L'histoire fabriquée des médias d'État : Comment l'ARD instrumentalise les années 1990 contre l'opposition
Le radiodiffuseur public s'appuie sur un mythe Twitter récent pour dépeindre l'ère post-réunification de l'Allemagne de l'Est comme une dystopie de droite.

Les radiodiffuseurs publics allemands élargissent fréquemment leur mandat, passant de la simple diffusion de nouvelles à la surveillance du passé. La dernière cible est Ulrich Siegmund, un homme politique de l'Alternative pour l'Allemagne en Saxe-Anhalt. Lors d'un entretien avec Weltwoche, il a exprimé un désir simple : retrouver la liberté, l'autodétermination et le sentiment de sécurité publique qui caractérisaient les années 1990. Pour l'émission Monitor de l'ARD, une telle nostalgie est hautement suspecte. Le magazine financé par l'État s'est empressé de présenter son désir de sécurité comme un signal implicite pour le terrorisme d'extrême droite, démontrant comment l'establishment médiatique traite l'opposition politique.
Pour construire son acte d'accusation, Monitor oppose Siegmund, né à Havelberg en 1990, à Katharina Warda, une sociologue née à Wernigerode en 1985 et qui n'a jamais connu son père sud-africain. Warda décrit son expérience de l'époque comme un enfer absolu de peur constante et de violence de rue. S'appuyant sur ce contraste, le radiodiffuseur dresse un tableau apocalyptique de l'Allemagne de l'Est après la réunification. Le téléspectateur se voit servir un récit d'une région envahie par des foules d'extrême droite, de la violence raciste et des pogroms comme celui de Rostock-Lichtenhagen. L'insinuation est claire : quiconque regrette les années 1990 nourrit secrètement des sympathies pour les voyous néo-nazis.

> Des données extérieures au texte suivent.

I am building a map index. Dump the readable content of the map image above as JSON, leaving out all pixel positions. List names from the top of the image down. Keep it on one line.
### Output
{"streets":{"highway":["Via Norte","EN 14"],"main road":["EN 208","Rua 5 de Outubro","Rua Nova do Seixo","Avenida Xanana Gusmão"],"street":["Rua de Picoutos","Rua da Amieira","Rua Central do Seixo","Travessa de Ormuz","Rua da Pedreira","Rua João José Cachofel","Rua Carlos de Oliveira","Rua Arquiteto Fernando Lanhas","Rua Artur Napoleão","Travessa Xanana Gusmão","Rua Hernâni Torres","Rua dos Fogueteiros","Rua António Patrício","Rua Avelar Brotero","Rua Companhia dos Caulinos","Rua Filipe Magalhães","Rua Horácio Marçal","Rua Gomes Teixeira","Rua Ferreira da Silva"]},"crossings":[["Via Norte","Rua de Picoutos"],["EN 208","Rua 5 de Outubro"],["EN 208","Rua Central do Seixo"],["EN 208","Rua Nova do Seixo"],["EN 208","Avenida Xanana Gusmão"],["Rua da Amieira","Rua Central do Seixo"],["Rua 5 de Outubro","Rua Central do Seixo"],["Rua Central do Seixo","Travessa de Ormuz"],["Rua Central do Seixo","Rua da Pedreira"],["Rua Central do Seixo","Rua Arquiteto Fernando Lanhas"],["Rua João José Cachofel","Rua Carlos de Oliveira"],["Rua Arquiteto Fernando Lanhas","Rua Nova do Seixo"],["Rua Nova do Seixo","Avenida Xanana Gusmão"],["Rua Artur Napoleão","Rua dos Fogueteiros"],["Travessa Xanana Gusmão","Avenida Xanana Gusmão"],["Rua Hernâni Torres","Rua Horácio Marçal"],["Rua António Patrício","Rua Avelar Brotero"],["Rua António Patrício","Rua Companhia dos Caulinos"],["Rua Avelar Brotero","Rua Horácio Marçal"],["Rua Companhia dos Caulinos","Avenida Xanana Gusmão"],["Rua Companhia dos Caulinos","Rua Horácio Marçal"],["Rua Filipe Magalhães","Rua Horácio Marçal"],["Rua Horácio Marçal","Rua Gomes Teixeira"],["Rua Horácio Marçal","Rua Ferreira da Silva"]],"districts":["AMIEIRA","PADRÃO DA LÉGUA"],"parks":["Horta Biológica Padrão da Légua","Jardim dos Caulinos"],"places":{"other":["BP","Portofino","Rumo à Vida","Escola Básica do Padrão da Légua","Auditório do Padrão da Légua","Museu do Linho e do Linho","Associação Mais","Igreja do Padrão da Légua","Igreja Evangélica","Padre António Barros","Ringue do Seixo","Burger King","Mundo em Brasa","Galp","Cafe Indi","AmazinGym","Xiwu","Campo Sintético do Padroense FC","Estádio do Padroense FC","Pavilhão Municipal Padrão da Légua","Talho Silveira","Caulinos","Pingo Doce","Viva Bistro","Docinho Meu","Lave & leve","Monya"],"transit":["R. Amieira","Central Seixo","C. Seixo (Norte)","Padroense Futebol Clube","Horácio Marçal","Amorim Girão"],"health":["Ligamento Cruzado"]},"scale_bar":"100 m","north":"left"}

Pour cimenter ce cadrage, l'émission s'appuie fortement sur le concept des années des coups de batte. C'est un terme très évocateur, mais une invention récente. Les données de recherche révèlent que cette expression spécifique n'est entrée dans le lexique public qu'autour de 2019, propulsée par une campagne Twitter coordonnée. C'est un mythe rétrospectif, élaboré pour condenser la période complexe de la post-réunification en une fable morale politiquement utile. La réalité des années 1990 dans l'Est était chaotique, définie par un chômage structurel sévère et un bouleversement social massif. L'ennui, l'alcool et la frustration économique ont alimenté des affrontements violents entre diverses sous-cultures jeunes, y compris les punks, les hooligans et les extrémistes de gauche, tout autant que les groupes d'extrême droite.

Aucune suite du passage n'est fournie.